What the task requires
Filter this data down to the lines that hold "hidden", and copy them.

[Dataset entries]
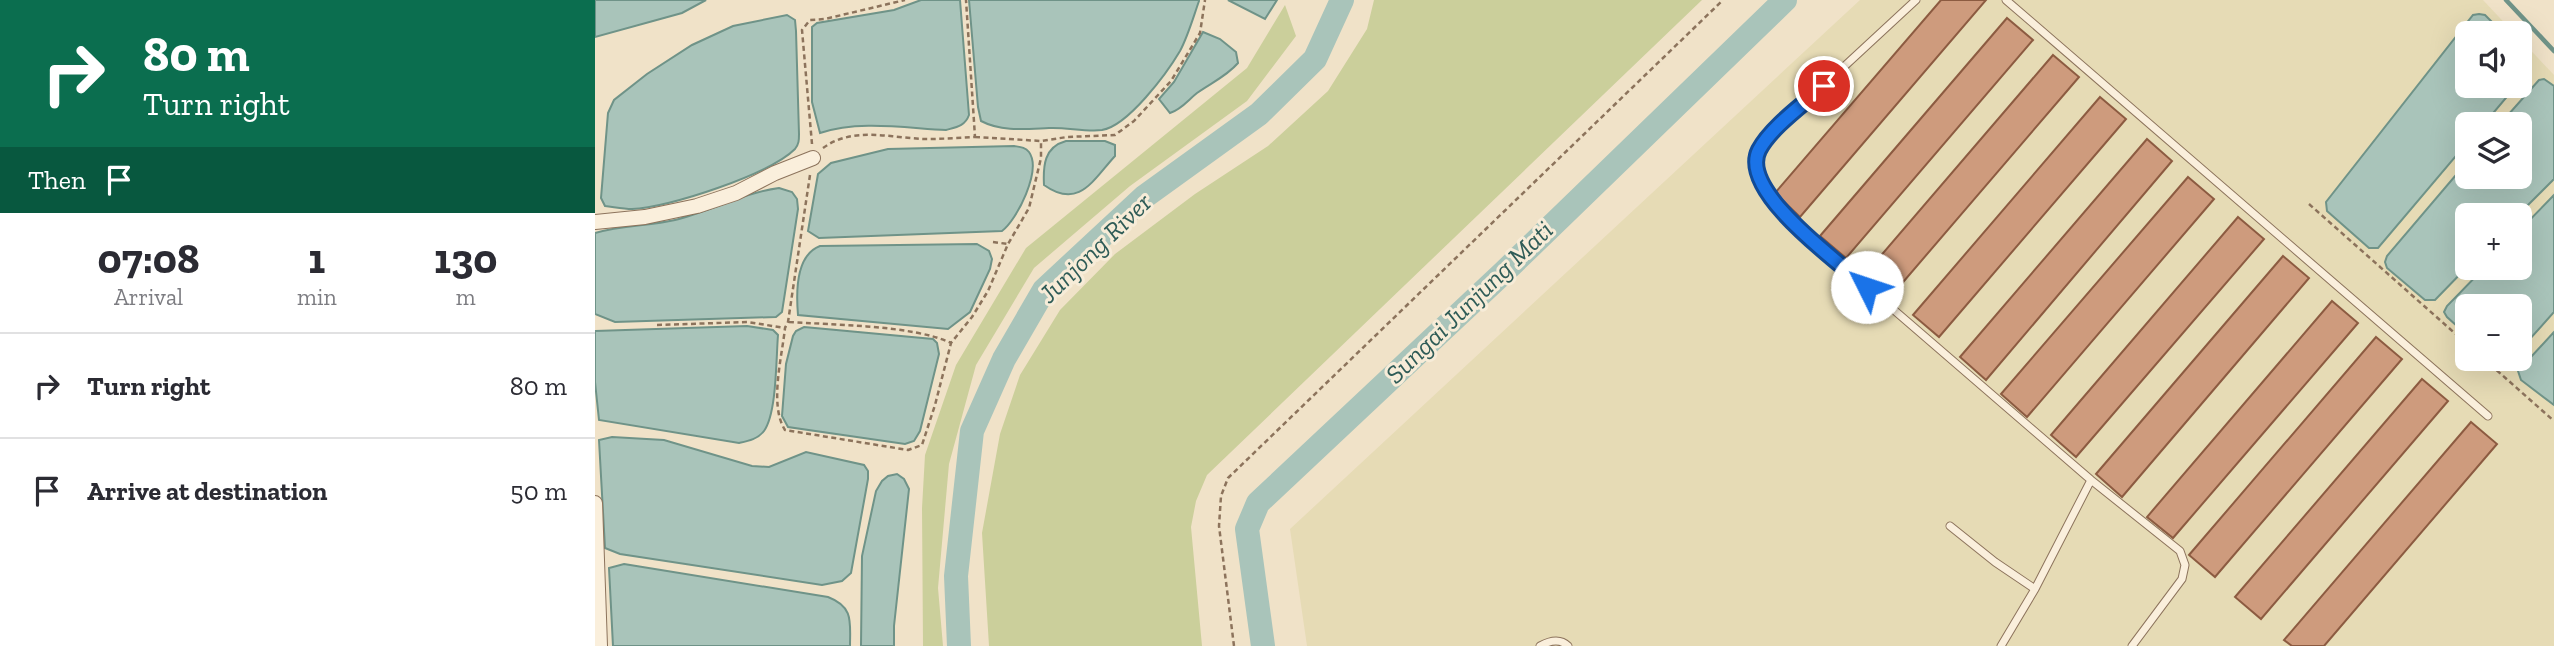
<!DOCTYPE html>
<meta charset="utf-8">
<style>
body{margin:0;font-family:"Zilla Slab",serif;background:#f7f7f7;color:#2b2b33;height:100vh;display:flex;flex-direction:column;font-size:26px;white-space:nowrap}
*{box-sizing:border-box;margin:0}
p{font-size:23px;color:#7c7c81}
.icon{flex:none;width:38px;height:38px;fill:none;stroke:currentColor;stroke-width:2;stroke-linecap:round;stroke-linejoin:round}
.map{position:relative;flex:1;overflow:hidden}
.drawer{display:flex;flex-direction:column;background:#fff;width:595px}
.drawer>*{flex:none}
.banner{background:#0b6e4f;color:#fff;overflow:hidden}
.controls{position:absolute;left:1860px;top:21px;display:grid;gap:14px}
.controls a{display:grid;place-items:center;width:77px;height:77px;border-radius:10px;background:#fff;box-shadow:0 7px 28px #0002;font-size:35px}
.pin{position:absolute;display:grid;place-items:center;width:60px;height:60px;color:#fff;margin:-30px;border:4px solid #fff;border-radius:50%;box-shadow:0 2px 7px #0007}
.me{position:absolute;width:77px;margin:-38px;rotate:311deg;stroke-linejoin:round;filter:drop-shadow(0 0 5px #0008)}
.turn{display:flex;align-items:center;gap:24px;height:147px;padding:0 28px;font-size:32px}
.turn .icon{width:91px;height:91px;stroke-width:2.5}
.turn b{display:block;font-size:49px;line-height:60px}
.then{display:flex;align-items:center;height:66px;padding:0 28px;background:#0003;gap:14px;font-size:26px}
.eta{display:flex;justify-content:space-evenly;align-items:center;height:119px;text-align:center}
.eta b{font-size:42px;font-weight:700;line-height:49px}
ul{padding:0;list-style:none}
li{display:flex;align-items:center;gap:21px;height:105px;padding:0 28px;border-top:2px solid #e1e1e2}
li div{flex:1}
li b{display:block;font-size:26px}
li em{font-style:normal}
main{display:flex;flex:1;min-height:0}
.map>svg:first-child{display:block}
</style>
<main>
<section class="drawer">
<div class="banner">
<div class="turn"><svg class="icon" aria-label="right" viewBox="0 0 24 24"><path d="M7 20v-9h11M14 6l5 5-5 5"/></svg><div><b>80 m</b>Turn right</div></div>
<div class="then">Then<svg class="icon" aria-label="arrive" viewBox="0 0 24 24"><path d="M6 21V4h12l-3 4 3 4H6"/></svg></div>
</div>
<div class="eta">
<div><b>07:08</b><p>Arrival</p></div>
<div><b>1</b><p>min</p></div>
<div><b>130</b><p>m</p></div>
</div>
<ul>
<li><svg class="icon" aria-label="right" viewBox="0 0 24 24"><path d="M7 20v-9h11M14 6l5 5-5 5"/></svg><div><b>Turn right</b></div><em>80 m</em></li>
<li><svg class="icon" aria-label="arrive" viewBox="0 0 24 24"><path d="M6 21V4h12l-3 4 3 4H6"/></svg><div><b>Arrive at destination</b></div><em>50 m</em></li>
</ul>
</section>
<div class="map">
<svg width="1959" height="646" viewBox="0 0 1959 646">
<rect width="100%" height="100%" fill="#f0e2c8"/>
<path fill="#e6dbb5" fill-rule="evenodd" d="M1265 0H1888L1919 33H1872V86H1925V39L1959 75V646H712L695 529ZM1872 124H1925V177H1872ZM1872 215H1925V268H1872ZM1872 306H1925V359H1872Z"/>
<path fill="#cbcf9b" d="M779 0H1107L612 475 601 501 596 527 607 646H394L387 533 405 434 425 375 465 310 520 254 600 194 673 146 733 91 772 29Z
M690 5 701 36 652 101 535 186 439 268 381 365 354 464 343 588 348 646H328L327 508 330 455 361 365 431 248 652 68Z"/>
<path fill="#a9c4ba" stroke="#6f9388" stroke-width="2" d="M0 0H111L87 13 0 37Z
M326 0H365L374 115C370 126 362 127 351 130 310 128 264 120 225 133L217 102V27L222 23 299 10Z
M374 0H604V1C598 18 593 36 585 51 572 73 533 126 507 130 490 132 471 127 454 128 431 129 407 132 386 121L383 107Z
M633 0H682L670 19Z
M1884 14 1890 15 1908 33H1872V86H1921L1889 124H1872V143L1783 248H1774L1732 211 1731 202 1878 15Z
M192 15 200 20 201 31 204 134C204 140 204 144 200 149 175 174 73 208 37 209 28 209 19 207 10 206L6 198 13 113 19 100 52 74 97 45 138 26Z
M608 32 625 39 641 52 643 63C632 76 616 83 602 93 593 100 587 109 575 113L564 99 579 82Z
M1949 79 1959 86V179L1923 215H1872V267L1840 300H1830L1792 268 1790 262 1792 256 1872 162V177H1925V124H1905L1944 80Z
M471 141H510L520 145V156C498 180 484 210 449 185 448 166 449 147 471 141Z
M419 146C425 147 430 147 434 152 447 170 422 220 407 231L224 238 213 231 223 174 236 163 293 149Z
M184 188 197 192 202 199 203 209 187 312 181 317 20 322 0 314V233C27 225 54 226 80 220 116 211 148 193 184 188Z
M1959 195V312L1925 350V306H1872V335L1852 317 1849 312 1852 306 1889 268H1925V230Z
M382 244 394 251 397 259 395 269 375 312 353 329 203 315C201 292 201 255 225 246Z
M152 326 178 330 183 335C181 358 182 413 169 431 163 439 153 441 144 443L4 420 0 382V331Z
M209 327 338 339 342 343 344 354 325 431 319 441 310 444 193 427 187 416 191 364 198 336 201 331Z
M1959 332V405L1926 380 1923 371Z
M17 437 69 440 157 466 174 467 211 452 269 465 273 471V479L256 573 247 581 227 585 25 554 10 548 4 440Z
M302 474 309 479 314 489 299 626V646H266L267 556 281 491 287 481 293 476Z
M29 564 233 597C259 607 255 622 255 646H18L14 568Z"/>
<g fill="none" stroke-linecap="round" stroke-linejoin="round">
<path stroke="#6f9388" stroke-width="4.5" d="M1911 0 1959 51"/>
<path stroke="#a9c4ba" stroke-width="24" d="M364 646 361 576 377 431 409 359 449 290 549 197 664 114 720 59 747 0
M668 646 652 529 663 503 908 273 1190 0"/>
</g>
<path fill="#ce9b7d" stroke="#8c5b41" stroke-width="2" d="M1346 0H1391L1205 217 1180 193Z
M1412 18 1438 40 1251 258 1225 236Z
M1458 55 1484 77 1297 295 1271 273Z
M1505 97 1531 119 1344 337 1318 315Z
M1552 139 1577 161 1391 380 1365 357Z
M1593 177 1619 199 1432 417 1406 394Z
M1643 217 1669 239 1481 457 1456 435Z
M1688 256 1714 278 1527 497 1501 474Z
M1737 301 1763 323 1578 538 1552 517Z
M1781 337 1807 359 1620 577 1594 555Z
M1827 379 1853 401 1666 619 1640 597Z
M1876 422 1902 444 1729 646H1697L1689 640Z"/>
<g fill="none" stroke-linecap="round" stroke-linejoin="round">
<defs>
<path id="lane" d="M1321 0 1173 137C1148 173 1168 186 1190 216L1496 480 1585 551 1590 565 1587 579 1537 646
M1411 0 1893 416
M1355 526 1400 562 1440 589
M945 646C954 641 965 638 973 646
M1406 646 1440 589 1496 480"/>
<path id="street" d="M0 222 50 217 102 206 141 193 180 173 218 158
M0 503 5 646"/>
</defs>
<use href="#lane" stroke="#8c735c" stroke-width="9"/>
<use href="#street" stroke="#8c735c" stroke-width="16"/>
<path stroke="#8c735c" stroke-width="2.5" stroke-dasharray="5 3.5" stroke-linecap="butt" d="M380 137 446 141 472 137 520 135 539 121 576 81 605 33 610 0
M217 144 207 30 215 20 230 19 310 0
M228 148C258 126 296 138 330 139 347 139 364 138 380 137L371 0
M215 175 193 322 190 328C187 357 174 405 190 430L313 450 327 445 340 405 356 343 377 317 393 291 413 244 434 208 446 158V141
M1714 204 1872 344
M398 242 413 244
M194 322C238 325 318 325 356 343
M62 325 153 322 190 328
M1889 359 1959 421
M639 646 624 526 626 496 633 478 1128 0"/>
<use href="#lane" stroke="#faefdc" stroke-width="7"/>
<use href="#street" stroke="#faefdc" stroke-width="14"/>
</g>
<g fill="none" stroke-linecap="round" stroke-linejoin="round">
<defs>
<path id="route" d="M1229 86C1209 104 1176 127 1164 150 1143 191 1245 263 1272 287"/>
</defs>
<use href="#route" stroke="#114b97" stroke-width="18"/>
<use href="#route" stroke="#1a73e8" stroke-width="12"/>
</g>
<g text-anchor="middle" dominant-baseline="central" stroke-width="6" stroke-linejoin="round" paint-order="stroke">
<g font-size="26" font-style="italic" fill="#2f5c57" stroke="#f7ecd8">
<text transform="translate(500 248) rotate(-44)">Junjong River</text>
<text transform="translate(874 302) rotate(-44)">Sungai Junjung Mati</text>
</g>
</g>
</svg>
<div class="controls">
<a><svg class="icon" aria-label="sound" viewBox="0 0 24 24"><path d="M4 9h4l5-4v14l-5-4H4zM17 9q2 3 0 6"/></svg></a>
<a><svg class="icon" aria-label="layers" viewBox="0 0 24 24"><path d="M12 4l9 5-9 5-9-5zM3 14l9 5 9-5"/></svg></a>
<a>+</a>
<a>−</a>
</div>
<div class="pin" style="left:1229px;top:86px;background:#d93025"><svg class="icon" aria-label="arrive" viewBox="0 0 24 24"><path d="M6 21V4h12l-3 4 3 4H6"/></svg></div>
<svg class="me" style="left:1272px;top:287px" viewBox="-20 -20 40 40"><circle r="19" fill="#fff"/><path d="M0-13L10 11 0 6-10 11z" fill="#1a73e8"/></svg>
</div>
</main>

Written response
.map{position:relative;flex:1;overflow:hidden}
.banner{background:#0b6e4f;color:#fff;overflow:hidden}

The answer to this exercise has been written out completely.